Paper Structure (22 sections, 5 figures, 4 tables)

This paper contains 22 sections, 5 figures, 4 tables.

Figures (5)

  • Figure 1: Layer-wise performance analysis (nDCG@10) on TREC-DL 2019 and 2020. Stars ($\star$) indicate the peak performance achieved by a single layer. Curly brackets {min, max} denote the performance range across all layers. Dashed horizontal lines and values in parentheses $(\cdot)$ represent the nDCG@10 obtained from the full-layer aggregation strategy chen:AttentionLargeLanguage:2025. Square brackets $[l_1\!-\!l_2]$) indicate selected layers for the aggregation interval.
  • Figure 2: Illustration of Selective-ICR with Center-Biased Interval Selection, exemplified by Llama 3.1 8B with 32-layer architecture. Unlike the original ICR, which aggregates attention weights across all layers, Selective-ICR aggregates attention weights from a peak-anchored, center-biased interval to form token-level query scores ($s_Q$). The final relevance score ($s$) is the sum of calibrated scores ($s_Q - s_{cal}$) across all document tokens.
  • Figure 3: Efficiency gains of the Selective-ICR strategy, measured as the percentage reduction in latency relative to All-ICR for the forward pass and the total scoring stage.
  • Figure 4: Detailed layer-wise nDCG@10 trends across diverse BEIR tasks.

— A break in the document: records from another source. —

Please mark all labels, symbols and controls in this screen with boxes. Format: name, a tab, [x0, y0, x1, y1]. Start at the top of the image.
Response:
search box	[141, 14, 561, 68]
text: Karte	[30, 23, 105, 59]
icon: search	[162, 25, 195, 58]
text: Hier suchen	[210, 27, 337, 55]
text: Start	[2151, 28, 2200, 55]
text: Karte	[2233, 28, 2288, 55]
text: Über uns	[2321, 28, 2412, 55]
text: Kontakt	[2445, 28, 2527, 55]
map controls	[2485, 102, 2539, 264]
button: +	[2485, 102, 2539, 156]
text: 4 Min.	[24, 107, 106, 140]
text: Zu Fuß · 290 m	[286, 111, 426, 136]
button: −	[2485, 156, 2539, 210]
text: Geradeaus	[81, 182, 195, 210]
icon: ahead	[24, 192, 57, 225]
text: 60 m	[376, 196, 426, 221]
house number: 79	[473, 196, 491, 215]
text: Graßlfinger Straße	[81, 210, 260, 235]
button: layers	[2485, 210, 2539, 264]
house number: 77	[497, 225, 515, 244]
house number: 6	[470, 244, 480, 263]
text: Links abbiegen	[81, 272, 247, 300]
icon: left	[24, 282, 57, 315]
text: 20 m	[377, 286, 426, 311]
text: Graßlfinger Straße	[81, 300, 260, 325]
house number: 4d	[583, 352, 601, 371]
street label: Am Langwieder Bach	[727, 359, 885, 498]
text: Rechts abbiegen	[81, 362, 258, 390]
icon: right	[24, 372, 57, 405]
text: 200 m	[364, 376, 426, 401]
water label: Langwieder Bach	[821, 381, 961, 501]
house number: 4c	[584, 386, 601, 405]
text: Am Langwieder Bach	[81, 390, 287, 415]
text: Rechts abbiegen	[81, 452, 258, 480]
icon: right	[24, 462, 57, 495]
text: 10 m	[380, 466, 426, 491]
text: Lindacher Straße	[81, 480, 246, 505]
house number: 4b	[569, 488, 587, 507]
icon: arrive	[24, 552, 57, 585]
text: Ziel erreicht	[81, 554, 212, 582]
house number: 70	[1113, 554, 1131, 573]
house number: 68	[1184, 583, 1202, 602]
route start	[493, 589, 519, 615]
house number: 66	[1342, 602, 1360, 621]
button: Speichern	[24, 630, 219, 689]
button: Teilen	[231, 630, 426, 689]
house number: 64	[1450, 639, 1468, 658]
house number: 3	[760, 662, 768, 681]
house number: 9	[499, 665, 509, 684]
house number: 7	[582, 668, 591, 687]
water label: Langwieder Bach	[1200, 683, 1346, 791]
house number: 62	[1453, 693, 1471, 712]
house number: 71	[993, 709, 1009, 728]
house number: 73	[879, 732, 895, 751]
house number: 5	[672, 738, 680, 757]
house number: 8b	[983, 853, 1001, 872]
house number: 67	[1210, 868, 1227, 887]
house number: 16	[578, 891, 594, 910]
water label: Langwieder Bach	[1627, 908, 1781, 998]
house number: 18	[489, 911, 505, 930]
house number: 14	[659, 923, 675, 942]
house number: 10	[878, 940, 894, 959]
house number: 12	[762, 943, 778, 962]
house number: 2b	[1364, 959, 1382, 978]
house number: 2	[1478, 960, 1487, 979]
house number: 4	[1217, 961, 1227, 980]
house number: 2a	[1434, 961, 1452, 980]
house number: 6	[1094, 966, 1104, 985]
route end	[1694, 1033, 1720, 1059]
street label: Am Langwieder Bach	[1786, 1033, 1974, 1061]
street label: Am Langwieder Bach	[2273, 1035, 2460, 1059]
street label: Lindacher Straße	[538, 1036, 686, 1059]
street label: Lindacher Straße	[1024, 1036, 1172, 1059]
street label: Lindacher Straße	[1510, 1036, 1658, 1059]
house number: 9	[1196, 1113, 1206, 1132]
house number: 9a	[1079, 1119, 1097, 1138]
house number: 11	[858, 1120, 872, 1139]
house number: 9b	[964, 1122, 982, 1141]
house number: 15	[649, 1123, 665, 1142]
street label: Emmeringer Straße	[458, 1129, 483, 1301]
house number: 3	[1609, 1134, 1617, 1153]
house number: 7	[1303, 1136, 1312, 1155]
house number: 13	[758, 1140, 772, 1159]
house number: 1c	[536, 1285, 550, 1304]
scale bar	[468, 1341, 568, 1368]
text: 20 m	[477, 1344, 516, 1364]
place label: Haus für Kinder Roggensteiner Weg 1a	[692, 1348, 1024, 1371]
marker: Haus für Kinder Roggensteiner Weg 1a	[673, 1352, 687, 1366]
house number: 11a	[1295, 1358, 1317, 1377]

Each sub-figure represents a specific model's performance trajectory across multiple datasets. Despite the varying semantic domains (e.g., medical, financial, or general knowledge), each model exhibits a highly consistent bell-shaped relevance distribution, peaking within the identified middle-layer intervals.
  • Figure 5: Overall distribution of nDCG@10 scores across the 12 sub-domains of the reasoning-intensive BRIGHT benchmark for Qwen3 variants. The plots reveal a consistent "bell curve" trend across scientific/mathematical domains, with peak performance concentrated in intermediate layers, while the programming syntactic primitive retrieval task (Pony) exhibits a distinct early-layer signal concentration.